[Excerpted records]

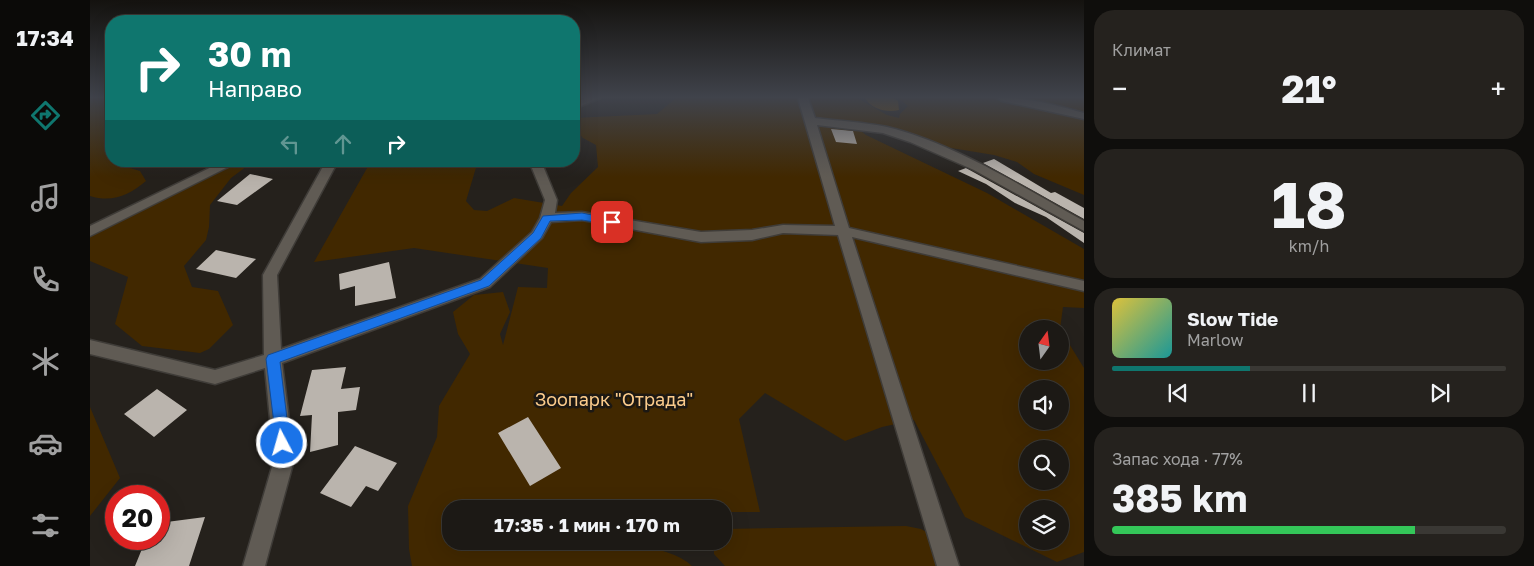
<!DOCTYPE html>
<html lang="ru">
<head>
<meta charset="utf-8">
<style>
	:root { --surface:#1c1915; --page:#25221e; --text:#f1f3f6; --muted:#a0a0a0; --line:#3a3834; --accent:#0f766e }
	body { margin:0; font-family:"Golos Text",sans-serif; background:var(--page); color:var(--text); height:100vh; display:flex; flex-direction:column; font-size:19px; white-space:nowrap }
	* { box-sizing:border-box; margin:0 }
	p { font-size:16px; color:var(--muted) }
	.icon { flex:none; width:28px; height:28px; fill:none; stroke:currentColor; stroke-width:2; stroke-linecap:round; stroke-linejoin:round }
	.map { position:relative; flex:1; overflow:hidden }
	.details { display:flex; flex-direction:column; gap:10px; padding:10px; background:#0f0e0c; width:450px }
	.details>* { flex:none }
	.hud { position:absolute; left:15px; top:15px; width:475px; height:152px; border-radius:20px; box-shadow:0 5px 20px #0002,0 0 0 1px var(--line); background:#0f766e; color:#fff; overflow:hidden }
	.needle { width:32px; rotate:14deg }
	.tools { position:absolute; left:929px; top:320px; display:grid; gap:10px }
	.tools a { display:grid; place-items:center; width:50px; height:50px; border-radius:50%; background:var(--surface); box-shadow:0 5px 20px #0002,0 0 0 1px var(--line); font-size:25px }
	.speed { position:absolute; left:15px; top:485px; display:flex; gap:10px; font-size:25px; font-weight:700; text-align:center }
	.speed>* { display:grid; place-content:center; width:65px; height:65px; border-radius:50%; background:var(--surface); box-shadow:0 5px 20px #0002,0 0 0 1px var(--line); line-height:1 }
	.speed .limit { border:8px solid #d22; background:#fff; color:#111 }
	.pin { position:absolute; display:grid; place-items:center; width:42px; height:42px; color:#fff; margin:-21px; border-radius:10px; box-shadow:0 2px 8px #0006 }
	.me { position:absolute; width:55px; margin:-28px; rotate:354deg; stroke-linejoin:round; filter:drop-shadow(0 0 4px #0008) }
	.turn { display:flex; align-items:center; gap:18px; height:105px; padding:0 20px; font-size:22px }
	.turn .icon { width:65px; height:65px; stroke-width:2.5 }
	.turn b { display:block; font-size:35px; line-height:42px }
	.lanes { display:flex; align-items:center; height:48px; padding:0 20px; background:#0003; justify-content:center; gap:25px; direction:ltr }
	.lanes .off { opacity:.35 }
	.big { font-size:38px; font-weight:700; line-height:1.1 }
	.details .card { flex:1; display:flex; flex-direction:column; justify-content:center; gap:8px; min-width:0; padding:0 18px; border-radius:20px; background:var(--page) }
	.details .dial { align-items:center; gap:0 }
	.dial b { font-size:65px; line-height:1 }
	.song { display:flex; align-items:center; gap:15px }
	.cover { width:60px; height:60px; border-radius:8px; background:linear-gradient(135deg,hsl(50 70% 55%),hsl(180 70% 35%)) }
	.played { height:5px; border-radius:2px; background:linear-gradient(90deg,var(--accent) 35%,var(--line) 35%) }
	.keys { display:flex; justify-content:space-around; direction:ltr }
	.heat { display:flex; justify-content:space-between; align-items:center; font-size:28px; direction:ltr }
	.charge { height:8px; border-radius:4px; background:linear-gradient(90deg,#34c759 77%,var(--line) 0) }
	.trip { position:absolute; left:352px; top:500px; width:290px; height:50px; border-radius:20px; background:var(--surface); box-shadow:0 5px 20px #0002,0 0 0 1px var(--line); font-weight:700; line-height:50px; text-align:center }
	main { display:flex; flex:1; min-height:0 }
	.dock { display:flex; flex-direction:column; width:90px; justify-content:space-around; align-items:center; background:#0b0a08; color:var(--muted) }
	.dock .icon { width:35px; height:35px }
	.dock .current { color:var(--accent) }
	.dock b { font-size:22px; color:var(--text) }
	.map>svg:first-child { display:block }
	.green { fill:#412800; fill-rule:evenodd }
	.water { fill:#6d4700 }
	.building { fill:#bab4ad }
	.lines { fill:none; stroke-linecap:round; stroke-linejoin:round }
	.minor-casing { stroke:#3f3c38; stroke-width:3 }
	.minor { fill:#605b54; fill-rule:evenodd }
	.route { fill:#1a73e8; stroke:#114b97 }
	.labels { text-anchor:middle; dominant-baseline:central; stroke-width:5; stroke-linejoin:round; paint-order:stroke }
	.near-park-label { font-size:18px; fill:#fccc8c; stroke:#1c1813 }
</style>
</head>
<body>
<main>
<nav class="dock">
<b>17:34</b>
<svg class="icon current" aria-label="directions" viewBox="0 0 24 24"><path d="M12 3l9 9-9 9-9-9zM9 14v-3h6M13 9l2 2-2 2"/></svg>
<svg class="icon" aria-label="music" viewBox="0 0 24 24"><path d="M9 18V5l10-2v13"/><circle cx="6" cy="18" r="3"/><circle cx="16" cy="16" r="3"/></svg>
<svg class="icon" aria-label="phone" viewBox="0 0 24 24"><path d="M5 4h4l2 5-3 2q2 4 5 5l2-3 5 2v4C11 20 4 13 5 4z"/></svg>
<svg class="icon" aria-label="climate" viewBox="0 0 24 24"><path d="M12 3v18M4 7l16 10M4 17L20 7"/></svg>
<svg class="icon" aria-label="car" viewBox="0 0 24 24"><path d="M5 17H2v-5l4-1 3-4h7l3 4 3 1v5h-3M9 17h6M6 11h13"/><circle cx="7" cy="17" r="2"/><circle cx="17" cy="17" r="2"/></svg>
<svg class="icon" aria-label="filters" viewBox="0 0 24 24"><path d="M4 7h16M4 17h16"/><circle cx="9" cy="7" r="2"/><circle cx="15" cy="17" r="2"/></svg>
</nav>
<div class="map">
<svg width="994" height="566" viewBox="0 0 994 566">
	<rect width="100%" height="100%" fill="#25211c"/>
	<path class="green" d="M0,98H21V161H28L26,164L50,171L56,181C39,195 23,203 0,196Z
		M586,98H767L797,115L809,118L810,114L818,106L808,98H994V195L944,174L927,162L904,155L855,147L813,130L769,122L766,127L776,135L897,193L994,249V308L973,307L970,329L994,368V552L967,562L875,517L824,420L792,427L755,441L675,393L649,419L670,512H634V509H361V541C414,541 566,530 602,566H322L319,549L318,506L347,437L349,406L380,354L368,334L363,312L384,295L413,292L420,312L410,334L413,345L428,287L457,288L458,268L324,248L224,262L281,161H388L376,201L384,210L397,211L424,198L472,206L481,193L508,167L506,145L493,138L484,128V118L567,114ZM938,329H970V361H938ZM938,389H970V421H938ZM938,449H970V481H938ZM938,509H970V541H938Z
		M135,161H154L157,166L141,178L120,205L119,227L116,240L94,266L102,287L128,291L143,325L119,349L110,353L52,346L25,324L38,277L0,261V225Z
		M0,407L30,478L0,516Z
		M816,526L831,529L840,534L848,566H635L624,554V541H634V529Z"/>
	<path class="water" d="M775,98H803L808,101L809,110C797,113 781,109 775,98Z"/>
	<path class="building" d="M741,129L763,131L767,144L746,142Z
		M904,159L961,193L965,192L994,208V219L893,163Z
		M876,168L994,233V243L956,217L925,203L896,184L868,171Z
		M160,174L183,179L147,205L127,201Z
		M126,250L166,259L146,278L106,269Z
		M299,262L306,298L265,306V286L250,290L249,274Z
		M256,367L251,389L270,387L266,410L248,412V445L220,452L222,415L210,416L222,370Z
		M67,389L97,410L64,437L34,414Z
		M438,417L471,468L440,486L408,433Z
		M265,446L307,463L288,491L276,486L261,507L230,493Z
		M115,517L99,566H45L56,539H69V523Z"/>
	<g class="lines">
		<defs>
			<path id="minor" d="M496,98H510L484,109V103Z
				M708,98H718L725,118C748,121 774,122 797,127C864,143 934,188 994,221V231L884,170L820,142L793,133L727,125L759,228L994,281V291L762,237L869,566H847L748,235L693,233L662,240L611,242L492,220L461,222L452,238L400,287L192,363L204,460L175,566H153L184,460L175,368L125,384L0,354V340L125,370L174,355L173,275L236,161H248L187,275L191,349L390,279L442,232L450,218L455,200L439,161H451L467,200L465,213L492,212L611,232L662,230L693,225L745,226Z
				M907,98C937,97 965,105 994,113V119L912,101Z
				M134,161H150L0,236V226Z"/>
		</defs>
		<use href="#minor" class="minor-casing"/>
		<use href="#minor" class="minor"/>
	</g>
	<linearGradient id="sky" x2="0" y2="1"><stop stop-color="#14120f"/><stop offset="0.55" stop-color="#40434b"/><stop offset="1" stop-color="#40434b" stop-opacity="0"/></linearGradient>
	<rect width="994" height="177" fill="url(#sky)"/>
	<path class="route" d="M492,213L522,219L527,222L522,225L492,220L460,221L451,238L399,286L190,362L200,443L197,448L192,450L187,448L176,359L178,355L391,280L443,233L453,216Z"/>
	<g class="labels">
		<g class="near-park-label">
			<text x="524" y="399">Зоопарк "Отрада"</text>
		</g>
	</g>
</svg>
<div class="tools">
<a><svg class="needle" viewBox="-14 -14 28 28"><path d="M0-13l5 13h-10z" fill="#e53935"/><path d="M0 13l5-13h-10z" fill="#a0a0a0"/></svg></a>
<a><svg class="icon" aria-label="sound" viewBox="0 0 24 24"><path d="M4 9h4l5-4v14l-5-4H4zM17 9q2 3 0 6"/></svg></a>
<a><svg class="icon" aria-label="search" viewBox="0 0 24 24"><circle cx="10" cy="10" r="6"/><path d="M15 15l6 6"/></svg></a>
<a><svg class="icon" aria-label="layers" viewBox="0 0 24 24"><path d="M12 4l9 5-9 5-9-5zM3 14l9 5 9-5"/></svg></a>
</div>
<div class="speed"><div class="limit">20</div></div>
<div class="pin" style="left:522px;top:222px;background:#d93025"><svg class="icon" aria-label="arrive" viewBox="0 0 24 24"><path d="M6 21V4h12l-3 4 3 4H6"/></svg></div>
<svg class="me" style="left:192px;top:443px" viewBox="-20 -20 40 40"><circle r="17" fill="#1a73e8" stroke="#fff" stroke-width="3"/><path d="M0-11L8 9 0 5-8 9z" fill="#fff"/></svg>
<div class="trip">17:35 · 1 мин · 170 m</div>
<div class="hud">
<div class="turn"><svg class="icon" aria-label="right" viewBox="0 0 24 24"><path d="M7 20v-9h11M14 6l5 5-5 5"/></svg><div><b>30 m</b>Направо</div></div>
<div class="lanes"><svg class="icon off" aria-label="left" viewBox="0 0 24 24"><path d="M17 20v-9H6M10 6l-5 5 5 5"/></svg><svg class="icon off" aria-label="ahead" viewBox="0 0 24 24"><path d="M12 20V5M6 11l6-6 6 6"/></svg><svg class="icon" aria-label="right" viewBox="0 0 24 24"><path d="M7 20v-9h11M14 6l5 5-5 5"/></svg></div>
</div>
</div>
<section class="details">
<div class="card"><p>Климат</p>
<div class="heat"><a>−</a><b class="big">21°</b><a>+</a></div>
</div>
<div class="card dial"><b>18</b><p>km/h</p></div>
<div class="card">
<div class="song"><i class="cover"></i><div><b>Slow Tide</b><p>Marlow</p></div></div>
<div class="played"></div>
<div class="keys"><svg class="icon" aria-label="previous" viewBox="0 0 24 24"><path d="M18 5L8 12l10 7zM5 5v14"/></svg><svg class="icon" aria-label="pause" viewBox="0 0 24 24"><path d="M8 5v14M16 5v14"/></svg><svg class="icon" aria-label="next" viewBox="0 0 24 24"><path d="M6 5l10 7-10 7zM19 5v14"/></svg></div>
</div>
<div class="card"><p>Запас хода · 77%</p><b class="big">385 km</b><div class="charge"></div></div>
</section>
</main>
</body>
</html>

[/Excerpted records]
[Excerpted records]

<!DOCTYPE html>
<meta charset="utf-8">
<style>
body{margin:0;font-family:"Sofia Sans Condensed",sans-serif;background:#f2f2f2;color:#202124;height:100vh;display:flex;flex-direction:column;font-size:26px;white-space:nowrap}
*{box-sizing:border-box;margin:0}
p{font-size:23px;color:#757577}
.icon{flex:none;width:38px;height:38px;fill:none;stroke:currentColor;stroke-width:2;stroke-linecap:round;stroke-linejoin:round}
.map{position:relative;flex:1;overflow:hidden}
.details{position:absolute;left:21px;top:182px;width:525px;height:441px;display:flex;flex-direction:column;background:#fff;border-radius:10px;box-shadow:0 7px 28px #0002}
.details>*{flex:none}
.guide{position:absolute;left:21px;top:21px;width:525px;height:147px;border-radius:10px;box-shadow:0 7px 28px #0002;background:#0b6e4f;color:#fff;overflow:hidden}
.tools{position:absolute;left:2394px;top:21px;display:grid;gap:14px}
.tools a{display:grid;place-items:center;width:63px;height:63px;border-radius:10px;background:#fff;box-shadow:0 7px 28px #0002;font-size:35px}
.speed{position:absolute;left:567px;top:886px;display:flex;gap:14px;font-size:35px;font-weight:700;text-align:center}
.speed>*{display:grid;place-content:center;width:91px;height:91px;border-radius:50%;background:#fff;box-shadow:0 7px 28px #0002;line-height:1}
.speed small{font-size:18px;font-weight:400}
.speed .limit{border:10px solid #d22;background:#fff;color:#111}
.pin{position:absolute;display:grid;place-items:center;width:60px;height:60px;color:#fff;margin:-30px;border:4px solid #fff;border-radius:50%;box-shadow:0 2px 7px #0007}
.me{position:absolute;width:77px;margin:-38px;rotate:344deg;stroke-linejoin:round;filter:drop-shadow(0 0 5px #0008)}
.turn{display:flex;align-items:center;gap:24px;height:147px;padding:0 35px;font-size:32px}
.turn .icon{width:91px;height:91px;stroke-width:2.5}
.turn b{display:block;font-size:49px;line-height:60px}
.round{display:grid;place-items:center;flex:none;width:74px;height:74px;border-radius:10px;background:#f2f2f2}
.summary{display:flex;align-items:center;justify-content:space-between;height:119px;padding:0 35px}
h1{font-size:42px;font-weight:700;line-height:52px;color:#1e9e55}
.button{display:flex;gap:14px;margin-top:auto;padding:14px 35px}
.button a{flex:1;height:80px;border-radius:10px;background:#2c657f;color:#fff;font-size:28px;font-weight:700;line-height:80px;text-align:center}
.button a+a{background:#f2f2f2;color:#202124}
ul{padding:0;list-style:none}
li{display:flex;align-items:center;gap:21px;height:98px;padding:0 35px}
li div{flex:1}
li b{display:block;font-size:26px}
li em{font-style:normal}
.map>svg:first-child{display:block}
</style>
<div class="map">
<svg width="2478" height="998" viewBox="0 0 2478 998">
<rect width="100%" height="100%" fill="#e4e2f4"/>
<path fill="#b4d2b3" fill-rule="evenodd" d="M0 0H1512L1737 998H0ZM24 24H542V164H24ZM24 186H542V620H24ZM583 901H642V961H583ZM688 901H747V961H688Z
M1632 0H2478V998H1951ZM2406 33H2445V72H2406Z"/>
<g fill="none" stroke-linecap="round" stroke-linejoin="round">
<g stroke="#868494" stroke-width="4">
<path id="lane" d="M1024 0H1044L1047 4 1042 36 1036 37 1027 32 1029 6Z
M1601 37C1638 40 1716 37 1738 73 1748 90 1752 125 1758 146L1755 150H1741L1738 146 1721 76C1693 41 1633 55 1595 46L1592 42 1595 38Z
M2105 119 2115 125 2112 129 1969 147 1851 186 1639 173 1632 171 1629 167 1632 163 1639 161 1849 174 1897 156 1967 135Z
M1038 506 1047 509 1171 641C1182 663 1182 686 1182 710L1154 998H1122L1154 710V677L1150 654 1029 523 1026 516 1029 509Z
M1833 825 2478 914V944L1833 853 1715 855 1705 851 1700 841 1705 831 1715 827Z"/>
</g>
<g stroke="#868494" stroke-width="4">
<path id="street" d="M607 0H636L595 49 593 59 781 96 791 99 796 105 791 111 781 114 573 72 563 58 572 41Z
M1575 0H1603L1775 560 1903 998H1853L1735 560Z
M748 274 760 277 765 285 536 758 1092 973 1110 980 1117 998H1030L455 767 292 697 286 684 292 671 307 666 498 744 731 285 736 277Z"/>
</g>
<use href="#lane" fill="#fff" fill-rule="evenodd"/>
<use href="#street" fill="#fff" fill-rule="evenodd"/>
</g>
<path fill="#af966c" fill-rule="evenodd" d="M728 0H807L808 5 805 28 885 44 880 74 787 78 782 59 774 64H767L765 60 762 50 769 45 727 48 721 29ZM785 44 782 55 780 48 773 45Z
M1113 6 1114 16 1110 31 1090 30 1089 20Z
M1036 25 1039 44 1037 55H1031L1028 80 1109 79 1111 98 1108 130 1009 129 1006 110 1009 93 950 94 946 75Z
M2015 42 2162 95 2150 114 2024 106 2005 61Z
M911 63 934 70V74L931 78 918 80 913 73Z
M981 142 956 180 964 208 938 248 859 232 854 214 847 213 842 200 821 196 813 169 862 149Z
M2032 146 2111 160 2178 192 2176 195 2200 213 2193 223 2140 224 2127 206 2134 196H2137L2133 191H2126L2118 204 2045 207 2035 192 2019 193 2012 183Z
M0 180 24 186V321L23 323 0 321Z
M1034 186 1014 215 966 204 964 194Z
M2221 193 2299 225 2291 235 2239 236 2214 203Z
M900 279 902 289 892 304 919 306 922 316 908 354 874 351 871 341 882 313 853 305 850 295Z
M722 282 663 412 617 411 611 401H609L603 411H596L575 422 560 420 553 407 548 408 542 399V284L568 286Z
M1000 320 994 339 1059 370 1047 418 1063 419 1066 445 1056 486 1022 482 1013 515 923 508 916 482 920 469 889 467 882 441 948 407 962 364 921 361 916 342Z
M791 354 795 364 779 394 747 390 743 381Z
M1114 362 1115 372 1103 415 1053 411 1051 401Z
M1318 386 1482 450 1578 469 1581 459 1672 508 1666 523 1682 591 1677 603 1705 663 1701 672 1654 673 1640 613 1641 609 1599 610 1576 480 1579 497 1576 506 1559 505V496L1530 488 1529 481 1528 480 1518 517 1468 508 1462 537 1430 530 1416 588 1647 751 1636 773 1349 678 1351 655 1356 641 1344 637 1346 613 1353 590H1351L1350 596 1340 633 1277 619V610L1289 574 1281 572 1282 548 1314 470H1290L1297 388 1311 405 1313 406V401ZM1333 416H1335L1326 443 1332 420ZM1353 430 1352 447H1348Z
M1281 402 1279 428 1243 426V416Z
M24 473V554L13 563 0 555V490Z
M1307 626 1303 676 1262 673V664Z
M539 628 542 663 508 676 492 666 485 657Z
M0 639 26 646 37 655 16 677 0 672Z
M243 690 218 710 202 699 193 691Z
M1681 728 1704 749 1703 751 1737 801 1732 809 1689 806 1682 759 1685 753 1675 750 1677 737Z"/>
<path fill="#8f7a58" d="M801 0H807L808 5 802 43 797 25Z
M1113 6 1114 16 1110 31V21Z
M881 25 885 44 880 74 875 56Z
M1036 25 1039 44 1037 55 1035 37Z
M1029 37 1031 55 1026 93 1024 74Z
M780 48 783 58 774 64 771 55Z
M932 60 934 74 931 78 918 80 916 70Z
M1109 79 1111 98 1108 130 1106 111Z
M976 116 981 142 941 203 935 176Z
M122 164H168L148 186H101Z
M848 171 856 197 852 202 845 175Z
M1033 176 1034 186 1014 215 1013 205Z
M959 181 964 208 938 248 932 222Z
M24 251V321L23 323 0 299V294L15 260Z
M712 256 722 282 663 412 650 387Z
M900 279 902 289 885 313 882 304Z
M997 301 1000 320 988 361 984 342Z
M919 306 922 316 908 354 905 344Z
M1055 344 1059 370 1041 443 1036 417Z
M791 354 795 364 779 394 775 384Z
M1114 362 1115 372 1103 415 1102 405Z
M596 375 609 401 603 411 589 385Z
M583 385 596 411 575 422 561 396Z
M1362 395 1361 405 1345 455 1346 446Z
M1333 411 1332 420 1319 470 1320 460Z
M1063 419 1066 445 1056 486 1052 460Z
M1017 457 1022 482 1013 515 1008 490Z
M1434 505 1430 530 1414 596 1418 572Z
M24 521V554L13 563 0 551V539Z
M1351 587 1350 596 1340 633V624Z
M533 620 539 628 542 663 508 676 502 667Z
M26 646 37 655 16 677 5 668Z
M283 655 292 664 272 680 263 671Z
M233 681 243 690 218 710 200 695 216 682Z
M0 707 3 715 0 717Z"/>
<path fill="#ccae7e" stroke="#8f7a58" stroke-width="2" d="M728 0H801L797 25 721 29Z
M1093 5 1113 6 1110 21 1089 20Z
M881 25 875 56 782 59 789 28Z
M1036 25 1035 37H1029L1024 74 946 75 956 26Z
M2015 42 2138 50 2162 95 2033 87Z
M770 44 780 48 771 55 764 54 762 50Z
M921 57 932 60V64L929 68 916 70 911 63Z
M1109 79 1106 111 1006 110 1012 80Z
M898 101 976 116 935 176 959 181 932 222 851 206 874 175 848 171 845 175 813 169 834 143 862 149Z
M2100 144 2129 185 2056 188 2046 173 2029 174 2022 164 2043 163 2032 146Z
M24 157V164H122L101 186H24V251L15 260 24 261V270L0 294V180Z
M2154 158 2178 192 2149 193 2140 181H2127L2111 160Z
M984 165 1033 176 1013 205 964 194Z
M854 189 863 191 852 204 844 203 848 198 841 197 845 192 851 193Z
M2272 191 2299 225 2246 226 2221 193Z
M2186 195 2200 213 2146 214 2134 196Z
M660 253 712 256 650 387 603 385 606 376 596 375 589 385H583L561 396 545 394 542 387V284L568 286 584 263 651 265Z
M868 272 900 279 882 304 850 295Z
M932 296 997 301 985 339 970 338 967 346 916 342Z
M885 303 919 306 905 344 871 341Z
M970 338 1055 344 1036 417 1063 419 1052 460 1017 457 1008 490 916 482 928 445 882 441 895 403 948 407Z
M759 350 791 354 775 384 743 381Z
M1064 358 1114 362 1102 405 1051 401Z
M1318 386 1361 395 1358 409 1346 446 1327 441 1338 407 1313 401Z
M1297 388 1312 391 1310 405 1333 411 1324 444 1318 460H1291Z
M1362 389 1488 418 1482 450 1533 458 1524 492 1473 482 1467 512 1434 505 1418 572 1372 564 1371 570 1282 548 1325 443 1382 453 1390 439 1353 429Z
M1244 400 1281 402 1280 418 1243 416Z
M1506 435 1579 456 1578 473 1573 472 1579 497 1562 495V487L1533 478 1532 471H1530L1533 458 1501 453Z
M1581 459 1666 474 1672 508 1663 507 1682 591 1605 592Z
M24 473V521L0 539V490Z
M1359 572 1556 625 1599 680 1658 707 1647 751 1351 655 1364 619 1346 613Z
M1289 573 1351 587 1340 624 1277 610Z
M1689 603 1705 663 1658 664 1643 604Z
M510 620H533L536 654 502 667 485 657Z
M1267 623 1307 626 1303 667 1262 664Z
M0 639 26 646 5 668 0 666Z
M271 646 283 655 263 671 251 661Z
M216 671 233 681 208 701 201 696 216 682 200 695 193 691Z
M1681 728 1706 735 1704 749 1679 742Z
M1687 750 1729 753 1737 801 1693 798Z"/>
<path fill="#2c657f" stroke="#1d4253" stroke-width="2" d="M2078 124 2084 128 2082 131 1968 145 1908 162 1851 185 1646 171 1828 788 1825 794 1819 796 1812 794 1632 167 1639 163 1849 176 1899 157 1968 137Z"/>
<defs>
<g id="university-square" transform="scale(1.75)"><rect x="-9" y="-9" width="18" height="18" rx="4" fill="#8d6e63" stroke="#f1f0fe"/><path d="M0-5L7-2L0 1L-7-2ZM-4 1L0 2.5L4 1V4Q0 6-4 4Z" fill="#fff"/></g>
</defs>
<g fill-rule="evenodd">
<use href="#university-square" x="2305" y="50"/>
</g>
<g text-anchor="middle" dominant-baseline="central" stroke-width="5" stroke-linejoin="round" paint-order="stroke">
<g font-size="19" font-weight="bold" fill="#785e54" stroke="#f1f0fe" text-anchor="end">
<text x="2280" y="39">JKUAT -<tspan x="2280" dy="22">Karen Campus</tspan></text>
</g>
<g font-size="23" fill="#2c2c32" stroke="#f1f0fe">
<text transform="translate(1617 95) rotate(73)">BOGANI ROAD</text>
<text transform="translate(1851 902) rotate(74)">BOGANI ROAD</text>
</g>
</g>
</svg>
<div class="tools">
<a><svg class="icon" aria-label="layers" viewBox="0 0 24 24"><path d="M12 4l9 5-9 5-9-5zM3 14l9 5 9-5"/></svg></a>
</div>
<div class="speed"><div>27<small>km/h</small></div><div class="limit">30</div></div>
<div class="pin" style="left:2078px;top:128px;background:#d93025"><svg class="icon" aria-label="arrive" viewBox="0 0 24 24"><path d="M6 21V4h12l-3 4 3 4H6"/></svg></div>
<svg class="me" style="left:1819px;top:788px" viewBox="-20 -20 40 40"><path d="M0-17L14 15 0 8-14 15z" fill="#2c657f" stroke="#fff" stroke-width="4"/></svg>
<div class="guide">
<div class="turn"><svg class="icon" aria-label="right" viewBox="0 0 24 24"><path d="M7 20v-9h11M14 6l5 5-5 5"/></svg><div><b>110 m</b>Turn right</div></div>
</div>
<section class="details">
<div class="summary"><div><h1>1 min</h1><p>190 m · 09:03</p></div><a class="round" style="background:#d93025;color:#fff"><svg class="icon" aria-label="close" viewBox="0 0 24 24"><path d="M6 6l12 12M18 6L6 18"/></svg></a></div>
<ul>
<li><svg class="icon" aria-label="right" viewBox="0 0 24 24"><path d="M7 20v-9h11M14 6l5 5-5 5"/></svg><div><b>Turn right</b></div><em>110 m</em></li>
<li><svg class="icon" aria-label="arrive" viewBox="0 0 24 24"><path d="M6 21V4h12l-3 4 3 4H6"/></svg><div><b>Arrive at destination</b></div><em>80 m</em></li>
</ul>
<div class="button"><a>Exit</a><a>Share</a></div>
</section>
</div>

[/Excerpted records]

◆ **Work instructions**
Search the entries for "style" and copy out each line that has it.

◆ **Problem solution**
<style>
</style>
<div class="pin" style="left:522px;top:222px;background:#d93025"><svg class="icon" aria-label="arrive" viewBox="0 0 24 24"><path d="M6 21V4h12l-3 4 3 4H6"/></svg></div>
<svg class="me" style="left:192px;top:443px" viewBox="-20 -20 40 40"><circle r="17" fill="#1a73e8" stroke="#fff" stroke-width="3"/><path d="M0-11L8 9 0 5-8 9z" fill="#fff"/></svg>
<style>
ul{padding:0;list-style:none}
li em{font-style:normal}
</style>
<div class="pin" style="left:2078px;top:128px;background:#d93025"><svg class="icon" aria-label="arrive" viewBox="0 0 24 24"><path d="M6 21V4h12l-3 4 3 4H6"/></svg></div>
<svg class="me" style="left:1819px;top:788px" viewBox="-20 -20 40 40"><path d="M0-17L14 15 0 8-14 15z" fill="#2c657f" stroke="#fff" stroke-width="4"/></svg>
<div class="summary"><div><h1>1 min</h1><p>190 m · 09:03</p></div><a class="round" style="background:#d93025;color:#fff"><svg class="icon" aria-label="close" viewBox="0 0 24 24"><path d="M6 6l12 12M18 6L6 18"/></svg></a></div>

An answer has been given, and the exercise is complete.